На скрип ржавых дверных петель прибежал рыжий кот. Громко мяукая, он терся о ноги хозяйки, просился в дом.

 – Ах ты, плут, проголодался? Ну, входи, входи, рыжая ты бестия,– Матрена Ивановна обернулась к гостье.– И ты, Алевтина, входи, не стесняйся.

Алька в дом вошла вслед за котом. Не мешкая у порога, она сразу разулась и прошла в кухню.

Матрена Ивановна жест этот оценила. Примета такая есть – если входит к тебе в дом человек без лишних препирательств и уговоров, значит, чистые у него помыслы. К тому же, будучи чистоплотной и одинокой, она терпеть не могла, когда к ней в комнаты заходили в уличной обуви. И разговор тогда не клеился. Все мысли только и были о грязи и микробах. А тут все чин чином: обувь Алевтина сняла, руки вымыла. Проявила, так сказать, уважение.

 – Признавайся, Аля, кто тебя ко мне послал? – Матрена Ивановна ставила чайник на плиту.– Ты присаживайся к столу поближе. Ну, так кто?

– Ох, Матрона Иванна, все-то ты знаешь.

– Ну, все ни все, а что ты не сама ко мне пришла, чувствую,– улыбнулась одними губами пенсионерка.– Что у тебя стряслось?

Пока Алевтина собиралась с мыслями, хозяйка дома пыталась понять, что же той было нужно. «Ну, денег у меня не водится, это все знают. Значит не в долг пришла Аля просить. Что же тогда? Да, в принципе, все равно. Раз не за деньгами, то какая разница».

– Матрона Иванна,– Алька помялась, смущенно хмыкнув курносым носом,– бяда у мене стряслася.

Кивнув, Матрена Ивановна молча заваривала чай в фарфоровом чайнике. Она имела редкую привычку слушать собеседника не перебивая. Манера эта себя оправдывала: люди раскрывались и выкладывали все как на духу, а высказавшись, всегда благодарили.

Алька минут десять собиралась с мыслями, пытаясь подобрать правильные слова для разговора. Уже и чай был разлит в чашки, и варенье вишневое выложено в розетки.
 
– Не знаю, Матрона Иванна, с чаго начать разговор-то.

Морщины на невысоком лбу женщины становились то глубже, то слегка разглаживались. Было видно, что подобрать слова ей сложно, что очень старательно она пыталась выстроить свои мысли в нечто складное, но сделать это ей никак не удавалось.

Матрена Ивановна, редко моргая, смотрела в мясистое, круглое и бесцветное лицо, на котором легко читались эмоции. Она смотрела и удивлялась тому, что есть еще на свете такие естественные правдивые физиономии.

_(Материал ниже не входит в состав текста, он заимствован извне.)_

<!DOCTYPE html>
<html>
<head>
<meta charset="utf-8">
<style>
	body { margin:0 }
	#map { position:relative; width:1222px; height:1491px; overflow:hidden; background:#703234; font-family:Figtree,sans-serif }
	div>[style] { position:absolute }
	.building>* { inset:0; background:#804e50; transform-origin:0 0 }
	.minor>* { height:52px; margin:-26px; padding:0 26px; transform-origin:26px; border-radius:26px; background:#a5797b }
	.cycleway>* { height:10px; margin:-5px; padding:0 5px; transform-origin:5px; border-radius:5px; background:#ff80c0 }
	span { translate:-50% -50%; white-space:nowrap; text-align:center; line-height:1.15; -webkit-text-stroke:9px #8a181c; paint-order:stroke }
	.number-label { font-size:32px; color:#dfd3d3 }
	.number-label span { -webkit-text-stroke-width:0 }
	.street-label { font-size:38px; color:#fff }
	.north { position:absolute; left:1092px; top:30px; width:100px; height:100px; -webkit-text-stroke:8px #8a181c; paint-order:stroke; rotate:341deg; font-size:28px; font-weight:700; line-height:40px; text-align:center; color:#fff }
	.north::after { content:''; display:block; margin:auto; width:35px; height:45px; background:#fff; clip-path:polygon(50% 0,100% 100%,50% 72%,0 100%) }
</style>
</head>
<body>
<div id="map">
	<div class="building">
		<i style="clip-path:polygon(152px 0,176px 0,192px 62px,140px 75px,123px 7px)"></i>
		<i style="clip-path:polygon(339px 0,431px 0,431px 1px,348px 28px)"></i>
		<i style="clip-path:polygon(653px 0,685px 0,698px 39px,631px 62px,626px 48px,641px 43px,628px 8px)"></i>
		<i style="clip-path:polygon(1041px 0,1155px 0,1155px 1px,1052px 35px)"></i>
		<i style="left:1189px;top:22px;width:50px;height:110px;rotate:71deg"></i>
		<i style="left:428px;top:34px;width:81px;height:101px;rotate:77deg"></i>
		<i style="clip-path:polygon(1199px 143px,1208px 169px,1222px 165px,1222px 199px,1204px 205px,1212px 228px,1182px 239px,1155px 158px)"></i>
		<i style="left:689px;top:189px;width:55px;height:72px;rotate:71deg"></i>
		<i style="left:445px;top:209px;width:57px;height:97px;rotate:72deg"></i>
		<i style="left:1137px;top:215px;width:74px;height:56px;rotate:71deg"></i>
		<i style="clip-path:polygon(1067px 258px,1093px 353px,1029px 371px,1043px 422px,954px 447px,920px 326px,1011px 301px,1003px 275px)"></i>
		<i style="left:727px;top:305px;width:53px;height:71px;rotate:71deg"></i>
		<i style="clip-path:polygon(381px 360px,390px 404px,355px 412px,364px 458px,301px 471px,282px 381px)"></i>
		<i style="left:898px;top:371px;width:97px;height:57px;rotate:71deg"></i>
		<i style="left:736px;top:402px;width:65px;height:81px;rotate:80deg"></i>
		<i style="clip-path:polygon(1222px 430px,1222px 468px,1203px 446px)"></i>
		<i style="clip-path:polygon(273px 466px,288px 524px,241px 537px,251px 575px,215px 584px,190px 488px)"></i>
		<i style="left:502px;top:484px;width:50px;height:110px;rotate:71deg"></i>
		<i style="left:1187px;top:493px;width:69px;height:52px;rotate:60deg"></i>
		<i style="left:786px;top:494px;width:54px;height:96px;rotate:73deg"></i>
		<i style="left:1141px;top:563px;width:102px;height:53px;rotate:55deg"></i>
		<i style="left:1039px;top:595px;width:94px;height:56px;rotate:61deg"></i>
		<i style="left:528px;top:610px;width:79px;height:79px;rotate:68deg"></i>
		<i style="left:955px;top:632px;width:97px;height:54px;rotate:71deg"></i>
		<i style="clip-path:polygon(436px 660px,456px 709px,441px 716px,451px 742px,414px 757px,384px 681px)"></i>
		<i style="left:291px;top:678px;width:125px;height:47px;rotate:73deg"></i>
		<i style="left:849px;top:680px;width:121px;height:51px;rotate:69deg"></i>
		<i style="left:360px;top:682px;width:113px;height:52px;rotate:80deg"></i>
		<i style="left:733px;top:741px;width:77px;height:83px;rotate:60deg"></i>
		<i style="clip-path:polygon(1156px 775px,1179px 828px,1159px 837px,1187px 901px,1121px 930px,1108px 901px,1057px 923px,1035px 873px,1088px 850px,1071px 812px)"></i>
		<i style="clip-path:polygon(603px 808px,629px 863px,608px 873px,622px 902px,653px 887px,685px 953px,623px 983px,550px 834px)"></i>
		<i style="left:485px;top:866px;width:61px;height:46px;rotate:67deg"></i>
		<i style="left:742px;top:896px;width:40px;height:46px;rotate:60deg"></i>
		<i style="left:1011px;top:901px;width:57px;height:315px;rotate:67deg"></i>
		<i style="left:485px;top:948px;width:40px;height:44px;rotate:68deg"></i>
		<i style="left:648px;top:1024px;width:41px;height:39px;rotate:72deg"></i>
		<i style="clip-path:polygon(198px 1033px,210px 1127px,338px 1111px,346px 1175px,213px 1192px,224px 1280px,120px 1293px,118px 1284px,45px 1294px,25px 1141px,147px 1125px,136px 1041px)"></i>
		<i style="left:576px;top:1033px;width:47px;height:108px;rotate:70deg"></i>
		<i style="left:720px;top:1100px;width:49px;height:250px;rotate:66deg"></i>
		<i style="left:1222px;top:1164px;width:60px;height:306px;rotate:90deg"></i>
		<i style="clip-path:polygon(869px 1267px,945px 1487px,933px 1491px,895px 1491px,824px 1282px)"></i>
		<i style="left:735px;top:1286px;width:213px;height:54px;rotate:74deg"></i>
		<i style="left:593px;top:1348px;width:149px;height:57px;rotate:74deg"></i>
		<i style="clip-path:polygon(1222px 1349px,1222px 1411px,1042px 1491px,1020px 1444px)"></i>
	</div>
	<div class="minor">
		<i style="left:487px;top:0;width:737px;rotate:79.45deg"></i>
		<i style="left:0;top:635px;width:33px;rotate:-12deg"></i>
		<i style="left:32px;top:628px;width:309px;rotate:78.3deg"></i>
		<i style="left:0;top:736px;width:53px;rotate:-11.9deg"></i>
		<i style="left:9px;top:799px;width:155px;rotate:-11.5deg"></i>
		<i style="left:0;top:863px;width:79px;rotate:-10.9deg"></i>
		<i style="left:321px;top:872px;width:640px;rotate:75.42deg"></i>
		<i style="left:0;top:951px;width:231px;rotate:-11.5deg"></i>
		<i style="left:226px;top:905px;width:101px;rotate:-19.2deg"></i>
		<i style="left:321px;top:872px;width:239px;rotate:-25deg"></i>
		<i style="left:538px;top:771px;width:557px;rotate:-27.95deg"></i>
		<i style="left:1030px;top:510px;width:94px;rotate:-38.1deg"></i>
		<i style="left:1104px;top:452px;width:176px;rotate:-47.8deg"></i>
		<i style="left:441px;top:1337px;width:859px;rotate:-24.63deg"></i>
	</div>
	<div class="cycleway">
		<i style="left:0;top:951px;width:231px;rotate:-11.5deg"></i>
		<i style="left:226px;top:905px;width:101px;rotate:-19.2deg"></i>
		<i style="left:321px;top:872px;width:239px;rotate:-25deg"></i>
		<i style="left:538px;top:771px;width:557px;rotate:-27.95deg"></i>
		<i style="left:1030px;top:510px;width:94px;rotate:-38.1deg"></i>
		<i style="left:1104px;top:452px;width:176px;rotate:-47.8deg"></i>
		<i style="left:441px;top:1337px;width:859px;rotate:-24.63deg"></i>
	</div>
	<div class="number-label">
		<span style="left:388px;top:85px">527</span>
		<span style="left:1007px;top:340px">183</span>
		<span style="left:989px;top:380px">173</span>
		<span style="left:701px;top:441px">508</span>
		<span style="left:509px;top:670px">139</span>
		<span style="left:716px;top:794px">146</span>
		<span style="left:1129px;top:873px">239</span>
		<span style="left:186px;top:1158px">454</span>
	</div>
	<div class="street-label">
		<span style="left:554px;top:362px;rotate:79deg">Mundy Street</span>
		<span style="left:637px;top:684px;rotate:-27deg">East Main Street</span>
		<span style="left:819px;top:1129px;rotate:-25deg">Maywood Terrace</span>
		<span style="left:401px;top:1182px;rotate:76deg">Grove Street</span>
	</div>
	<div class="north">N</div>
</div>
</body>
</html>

Пусть признаков глубокого ума и проницательности на этом лице не наблюдалось, и симпатичным его назвать было нельзя, но обладало оно какой-то необъяснимой притягательностью. От него нельзя было отвести взгляд, так оно было просто, понятно и откровенно.

– А ты говори как есть, Алевтина, что ходить вокруг да около? – хозяйка подвинула к гостье плетеную корзинку с выпечкой.– Пей чай и рассказывай.

Вздохнув, Алька поднесла было к губам чашку, но потом вернула ее на стол, отодвинула в сторону и быстро проговорила:

– Я, Матрона Иванна, к тябе за помощью. Мой от мене до соседки Галки бегаить, а у нас трое малых и еще вот, четвертый на подходе,– Алька кивнула на свой круглый живот.– Шестой месяц уже.

Матрена Ивановна удивленно вскинула длинные седые брови.

– А я тебе чем могу помочь? Если только словом поддержать, а чем еще, не знаю.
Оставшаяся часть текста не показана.